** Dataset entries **
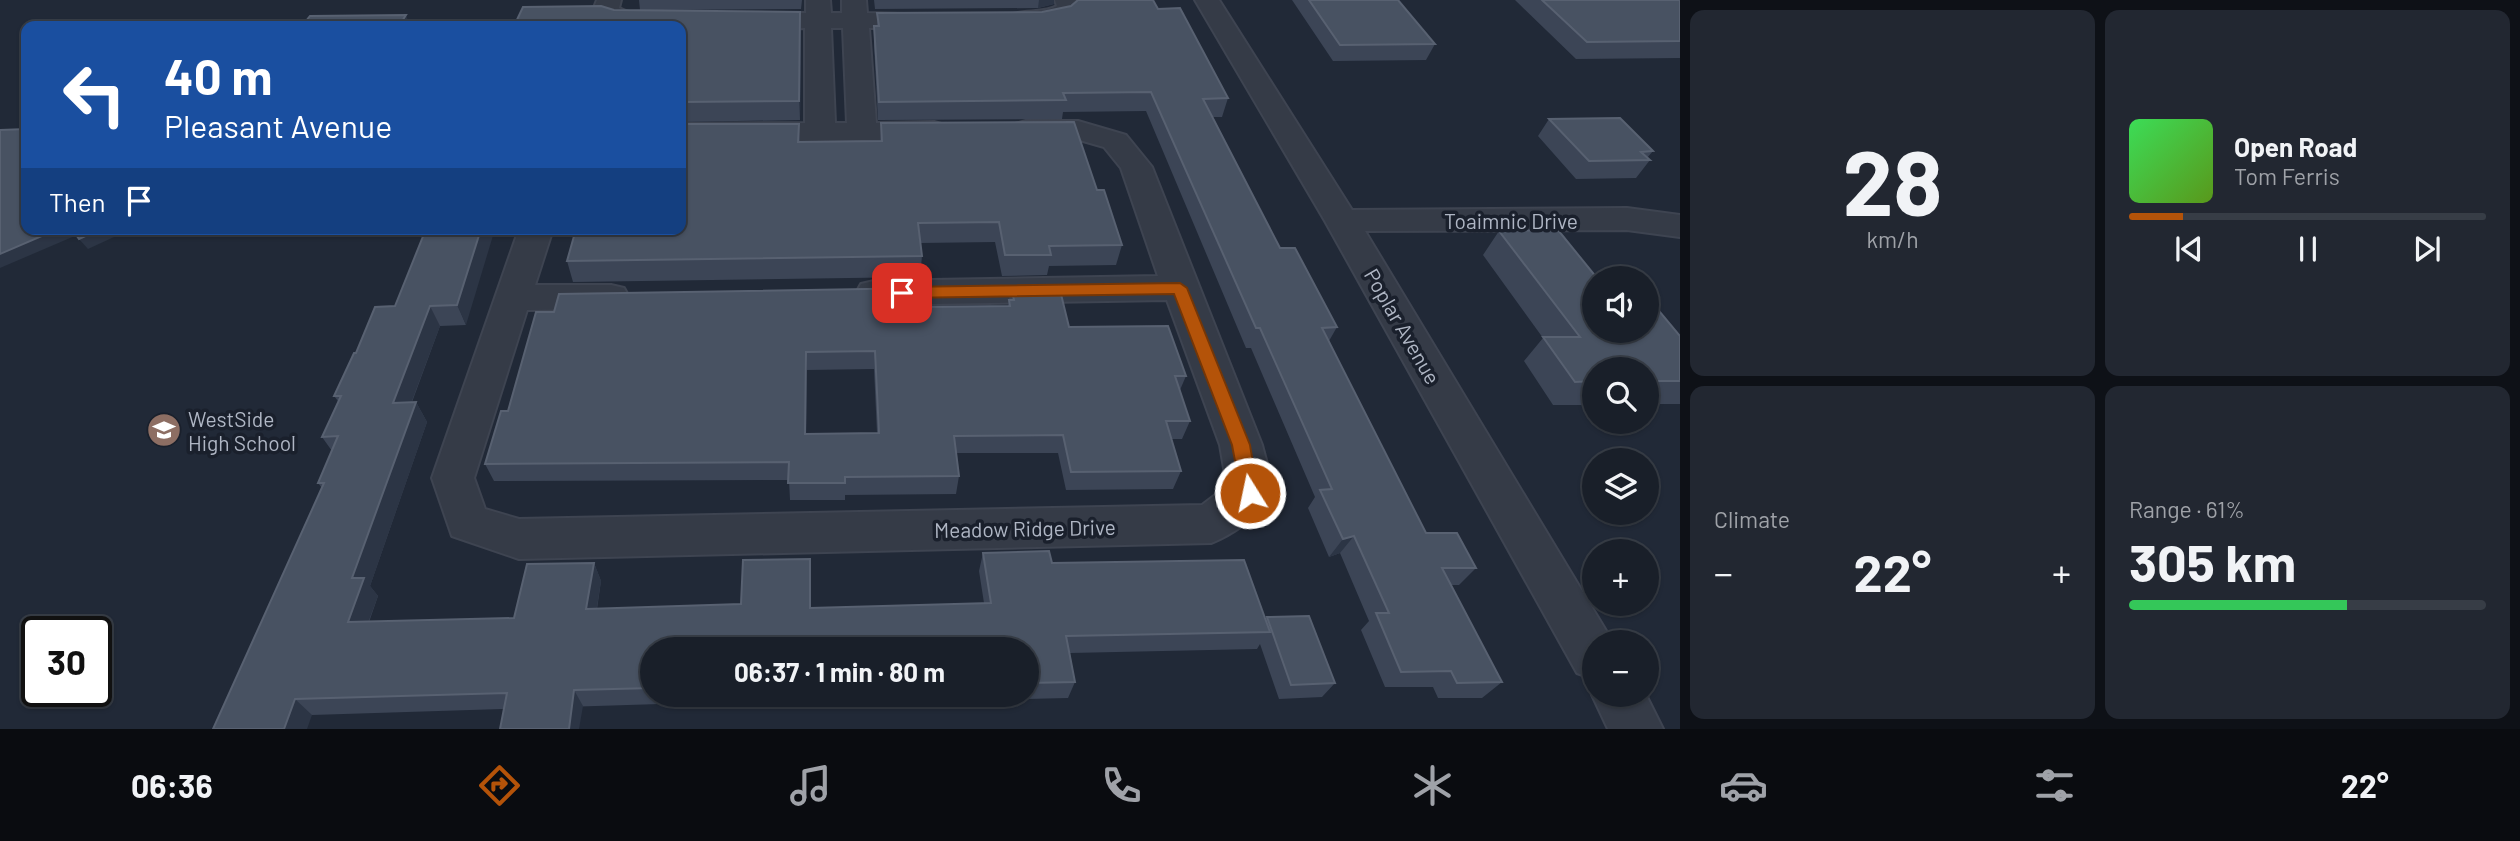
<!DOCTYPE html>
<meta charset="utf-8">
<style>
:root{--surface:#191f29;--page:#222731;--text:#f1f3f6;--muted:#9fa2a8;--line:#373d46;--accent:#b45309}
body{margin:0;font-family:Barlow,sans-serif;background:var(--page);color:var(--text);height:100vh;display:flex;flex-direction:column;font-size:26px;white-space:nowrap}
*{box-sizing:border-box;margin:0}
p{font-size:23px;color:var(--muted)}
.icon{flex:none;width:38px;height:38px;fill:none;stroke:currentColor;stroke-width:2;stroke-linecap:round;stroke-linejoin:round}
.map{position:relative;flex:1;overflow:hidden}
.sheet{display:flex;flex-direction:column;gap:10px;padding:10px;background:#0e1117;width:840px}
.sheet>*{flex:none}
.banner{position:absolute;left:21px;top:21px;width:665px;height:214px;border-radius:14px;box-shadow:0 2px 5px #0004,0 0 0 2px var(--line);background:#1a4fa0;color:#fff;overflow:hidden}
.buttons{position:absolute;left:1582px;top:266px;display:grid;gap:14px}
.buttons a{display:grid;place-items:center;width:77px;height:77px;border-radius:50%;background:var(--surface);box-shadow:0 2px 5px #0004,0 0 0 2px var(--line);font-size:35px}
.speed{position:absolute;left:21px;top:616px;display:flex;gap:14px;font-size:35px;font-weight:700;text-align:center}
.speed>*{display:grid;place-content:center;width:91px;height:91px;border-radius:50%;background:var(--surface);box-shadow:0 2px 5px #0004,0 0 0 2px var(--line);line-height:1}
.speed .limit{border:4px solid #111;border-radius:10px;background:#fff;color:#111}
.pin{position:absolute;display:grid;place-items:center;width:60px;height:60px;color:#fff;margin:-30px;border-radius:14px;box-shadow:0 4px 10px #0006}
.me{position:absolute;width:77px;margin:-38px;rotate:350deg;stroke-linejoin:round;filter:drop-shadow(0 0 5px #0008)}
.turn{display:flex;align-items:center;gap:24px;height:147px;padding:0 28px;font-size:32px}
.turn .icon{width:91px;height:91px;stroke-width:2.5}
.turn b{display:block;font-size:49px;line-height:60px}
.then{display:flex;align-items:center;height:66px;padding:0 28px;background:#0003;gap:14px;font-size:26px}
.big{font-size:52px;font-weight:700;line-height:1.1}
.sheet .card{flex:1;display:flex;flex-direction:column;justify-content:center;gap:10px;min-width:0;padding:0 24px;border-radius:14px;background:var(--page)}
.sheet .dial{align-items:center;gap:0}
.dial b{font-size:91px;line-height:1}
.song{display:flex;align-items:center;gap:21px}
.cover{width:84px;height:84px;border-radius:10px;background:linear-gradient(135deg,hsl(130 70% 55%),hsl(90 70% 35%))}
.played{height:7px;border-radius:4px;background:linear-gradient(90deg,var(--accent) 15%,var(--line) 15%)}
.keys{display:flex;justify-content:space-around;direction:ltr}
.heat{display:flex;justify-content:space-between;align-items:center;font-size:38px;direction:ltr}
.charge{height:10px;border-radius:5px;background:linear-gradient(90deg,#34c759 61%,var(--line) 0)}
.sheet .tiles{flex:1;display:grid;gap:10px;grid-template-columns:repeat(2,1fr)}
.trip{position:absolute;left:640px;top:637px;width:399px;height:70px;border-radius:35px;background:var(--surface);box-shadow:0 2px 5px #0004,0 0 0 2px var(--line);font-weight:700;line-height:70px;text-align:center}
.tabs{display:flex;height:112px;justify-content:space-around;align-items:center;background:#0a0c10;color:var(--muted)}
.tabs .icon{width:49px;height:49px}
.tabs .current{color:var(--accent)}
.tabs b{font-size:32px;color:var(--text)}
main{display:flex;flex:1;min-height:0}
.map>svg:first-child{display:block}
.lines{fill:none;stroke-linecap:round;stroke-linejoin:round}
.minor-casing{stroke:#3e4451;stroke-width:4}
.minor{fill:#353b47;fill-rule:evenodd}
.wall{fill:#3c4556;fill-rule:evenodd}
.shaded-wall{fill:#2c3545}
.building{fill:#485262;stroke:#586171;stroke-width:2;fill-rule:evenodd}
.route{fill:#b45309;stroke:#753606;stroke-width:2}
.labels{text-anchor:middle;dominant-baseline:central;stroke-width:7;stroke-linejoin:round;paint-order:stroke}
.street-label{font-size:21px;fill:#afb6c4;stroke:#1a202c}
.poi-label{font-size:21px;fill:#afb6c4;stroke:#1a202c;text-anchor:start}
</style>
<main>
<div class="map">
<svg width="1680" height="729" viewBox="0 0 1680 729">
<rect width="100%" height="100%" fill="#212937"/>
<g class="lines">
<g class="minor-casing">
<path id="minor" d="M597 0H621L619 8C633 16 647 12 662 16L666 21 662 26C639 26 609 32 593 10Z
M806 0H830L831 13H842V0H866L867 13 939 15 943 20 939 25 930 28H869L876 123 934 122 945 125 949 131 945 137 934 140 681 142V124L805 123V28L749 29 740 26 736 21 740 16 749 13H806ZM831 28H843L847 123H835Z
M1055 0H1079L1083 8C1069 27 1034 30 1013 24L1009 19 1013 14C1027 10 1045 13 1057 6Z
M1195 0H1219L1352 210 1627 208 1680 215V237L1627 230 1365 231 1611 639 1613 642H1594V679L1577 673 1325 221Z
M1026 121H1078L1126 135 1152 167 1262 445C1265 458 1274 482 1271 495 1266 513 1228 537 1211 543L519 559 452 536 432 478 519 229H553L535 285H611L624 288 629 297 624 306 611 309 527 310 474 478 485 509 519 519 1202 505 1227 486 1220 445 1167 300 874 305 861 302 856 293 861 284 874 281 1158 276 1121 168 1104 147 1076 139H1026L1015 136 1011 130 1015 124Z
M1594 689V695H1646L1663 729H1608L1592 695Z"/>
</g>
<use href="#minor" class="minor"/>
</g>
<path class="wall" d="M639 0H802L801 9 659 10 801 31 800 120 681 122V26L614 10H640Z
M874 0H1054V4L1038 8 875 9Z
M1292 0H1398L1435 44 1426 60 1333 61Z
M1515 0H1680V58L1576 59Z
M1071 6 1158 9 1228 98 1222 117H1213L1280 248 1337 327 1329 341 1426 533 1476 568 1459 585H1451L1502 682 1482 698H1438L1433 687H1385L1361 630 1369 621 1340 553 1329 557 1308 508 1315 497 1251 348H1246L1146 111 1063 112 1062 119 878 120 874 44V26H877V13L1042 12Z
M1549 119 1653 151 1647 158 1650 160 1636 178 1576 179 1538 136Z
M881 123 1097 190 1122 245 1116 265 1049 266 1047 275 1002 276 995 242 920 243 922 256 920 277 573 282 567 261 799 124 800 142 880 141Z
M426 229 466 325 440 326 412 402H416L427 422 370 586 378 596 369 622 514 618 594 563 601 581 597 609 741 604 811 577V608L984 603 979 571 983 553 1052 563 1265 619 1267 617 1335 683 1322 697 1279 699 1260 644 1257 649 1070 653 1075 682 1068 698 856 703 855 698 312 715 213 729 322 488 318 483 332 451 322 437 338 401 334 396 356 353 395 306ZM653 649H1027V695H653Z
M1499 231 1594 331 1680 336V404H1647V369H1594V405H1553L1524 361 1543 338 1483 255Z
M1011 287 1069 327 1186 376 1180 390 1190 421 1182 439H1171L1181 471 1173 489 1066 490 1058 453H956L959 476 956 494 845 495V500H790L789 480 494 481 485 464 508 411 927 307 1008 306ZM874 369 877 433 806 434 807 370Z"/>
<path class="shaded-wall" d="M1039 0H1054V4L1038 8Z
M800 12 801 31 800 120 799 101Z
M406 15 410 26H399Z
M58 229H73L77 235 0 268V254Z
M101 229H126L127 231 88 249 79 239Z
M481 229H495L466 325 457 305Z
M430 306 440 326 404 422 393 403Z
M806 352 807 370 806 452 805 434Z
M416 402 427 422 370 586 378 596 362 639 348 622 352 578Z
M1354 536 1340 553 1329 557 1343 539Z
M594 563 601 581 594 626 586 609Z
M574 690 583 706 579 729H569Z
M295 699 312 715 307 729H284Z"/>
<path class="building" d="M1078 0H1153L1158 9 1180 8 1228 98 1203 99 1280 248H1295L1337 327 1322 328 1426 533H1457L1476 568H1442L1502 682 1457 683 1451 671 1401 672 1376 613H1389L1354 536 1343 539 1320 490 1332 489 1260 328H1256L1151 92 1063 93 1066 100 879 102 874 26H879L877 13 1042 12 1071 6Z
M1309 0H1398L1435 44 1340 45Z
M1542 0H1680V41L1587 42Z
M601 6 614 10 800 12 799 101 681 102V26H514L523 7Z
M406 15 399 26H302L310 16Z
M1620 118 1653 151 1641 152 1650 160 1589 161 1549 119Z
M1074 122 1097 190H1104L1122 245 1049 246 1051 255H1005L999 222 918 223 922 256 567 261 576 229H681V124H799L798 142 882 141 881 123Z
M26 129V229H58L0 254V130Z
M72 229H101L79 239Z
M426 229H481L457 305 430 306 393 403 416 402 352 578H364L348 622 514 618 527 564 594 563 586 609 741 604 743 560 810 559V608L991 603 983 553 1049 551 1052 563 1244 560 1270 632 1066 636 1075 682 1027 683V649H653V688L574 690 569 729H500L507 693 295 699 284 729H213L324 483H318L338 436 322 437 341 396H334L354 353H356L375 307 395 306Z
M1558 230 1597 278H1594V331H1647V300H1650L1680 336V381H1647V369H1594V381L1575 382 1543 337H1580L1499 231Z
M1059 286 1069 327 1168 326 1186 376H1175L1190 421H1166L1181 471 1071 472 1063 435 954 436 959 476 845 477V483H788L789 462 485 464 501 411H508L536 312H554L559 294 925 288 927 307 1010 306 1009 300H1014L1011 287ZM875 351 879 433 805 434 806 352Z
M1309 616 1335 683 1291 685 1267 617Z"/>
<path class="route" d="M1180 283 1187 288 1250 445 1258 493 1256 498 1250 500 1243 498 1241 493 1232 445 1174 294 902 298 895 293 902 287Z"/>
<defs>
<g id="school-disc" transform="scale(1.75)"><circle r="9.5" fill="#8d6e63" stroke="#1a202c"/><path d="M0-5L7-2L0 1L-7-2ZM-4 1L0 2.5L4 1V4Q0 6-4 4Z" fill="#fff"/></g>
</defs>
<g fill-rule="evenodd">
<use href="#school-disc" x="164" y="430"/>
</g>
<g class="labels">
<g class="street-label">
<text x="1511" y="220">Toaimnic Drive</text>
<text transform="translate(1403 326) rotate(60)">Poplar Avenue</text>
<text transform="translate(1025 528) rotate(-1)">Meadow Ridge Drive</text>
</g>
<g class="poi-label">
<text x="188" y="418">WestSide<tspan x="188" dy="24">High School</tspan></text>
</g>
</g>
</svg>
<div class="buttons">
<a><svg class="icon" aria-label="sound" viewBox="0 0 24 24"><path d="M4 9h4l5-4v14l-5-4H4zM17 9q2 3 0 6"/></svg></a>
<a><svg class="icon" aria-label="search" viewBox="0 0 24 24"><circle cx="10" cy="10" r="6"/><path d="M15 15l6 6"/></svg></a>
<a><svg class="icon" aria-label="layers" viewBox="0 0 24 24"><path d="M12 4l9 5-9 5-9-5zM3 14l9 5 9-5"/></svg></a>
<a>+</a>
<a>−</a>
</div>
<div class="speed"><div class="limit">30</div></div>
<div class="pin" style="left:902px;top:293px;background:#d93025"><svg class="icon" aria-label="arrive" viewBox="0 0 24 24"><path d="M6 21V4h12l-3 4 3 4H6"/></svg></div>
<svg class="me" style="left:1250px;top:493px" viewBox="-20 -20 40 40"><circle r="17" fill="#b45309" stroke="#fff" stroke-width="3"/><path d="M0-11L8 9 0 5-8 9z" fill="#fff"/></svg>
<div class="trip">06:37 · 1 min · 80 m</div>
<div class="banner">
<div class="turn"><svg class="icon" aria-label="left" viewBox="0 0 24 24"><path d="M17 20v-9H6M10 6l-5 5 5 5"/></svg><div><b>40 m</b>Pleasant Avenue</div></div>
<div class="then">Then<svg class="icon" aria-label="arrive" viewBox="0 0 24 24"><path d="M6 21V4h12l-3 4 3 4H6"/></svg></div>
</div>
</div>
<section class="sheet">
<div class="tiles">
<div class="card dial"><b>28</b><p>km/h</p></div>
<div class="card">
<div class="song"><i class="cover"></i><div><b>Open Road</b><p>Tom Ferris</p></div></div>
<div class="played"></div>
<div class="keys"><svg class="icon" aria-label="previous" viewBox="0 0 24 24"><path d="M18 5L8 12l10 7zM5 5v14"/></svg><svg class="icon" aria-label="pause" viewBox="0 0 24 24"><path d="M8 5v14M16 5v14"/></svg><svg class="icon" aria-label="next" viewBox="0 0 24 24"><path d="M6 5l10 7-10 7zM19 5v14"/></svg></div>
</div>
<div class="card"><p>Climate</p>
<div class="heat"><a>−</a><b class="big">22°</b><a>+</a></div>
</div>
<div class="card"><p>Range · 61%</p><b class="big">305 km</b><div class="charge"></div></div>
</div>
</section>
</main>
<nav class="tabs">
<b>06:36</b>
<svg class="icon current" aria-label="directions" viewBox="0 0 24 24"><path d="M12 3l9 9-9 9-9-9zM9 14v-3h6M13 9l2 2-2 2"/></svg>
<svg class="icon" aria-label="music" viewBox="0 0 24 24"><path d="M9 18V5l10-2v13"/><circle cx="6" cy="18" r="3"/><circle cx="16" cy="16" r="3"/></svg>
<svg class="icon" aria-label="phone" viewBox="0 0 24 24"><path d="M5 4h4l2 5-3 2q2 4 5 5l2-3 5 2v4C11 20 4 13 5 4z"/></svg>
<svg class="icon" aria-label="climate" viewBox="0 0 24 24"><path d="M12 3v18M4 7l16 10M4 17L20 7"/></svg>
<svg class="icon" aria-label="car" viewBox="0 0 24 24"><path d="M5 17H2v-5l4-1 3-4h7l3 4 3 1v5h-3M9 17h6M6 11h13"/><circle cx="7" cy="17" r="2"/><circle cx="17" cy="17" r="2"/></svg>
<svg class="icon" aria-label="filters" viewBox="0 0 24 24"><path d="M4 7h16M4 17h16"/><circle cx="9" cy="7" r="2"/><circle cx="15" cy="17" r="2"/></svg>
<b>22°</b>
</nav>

** THE TASK **
Of the records above, copy each line that includes "lines".

** TASK RESPONSE **
.lines{fill:none;stroke-linecap:round;stroke-linejoin:round}
<g class="lines">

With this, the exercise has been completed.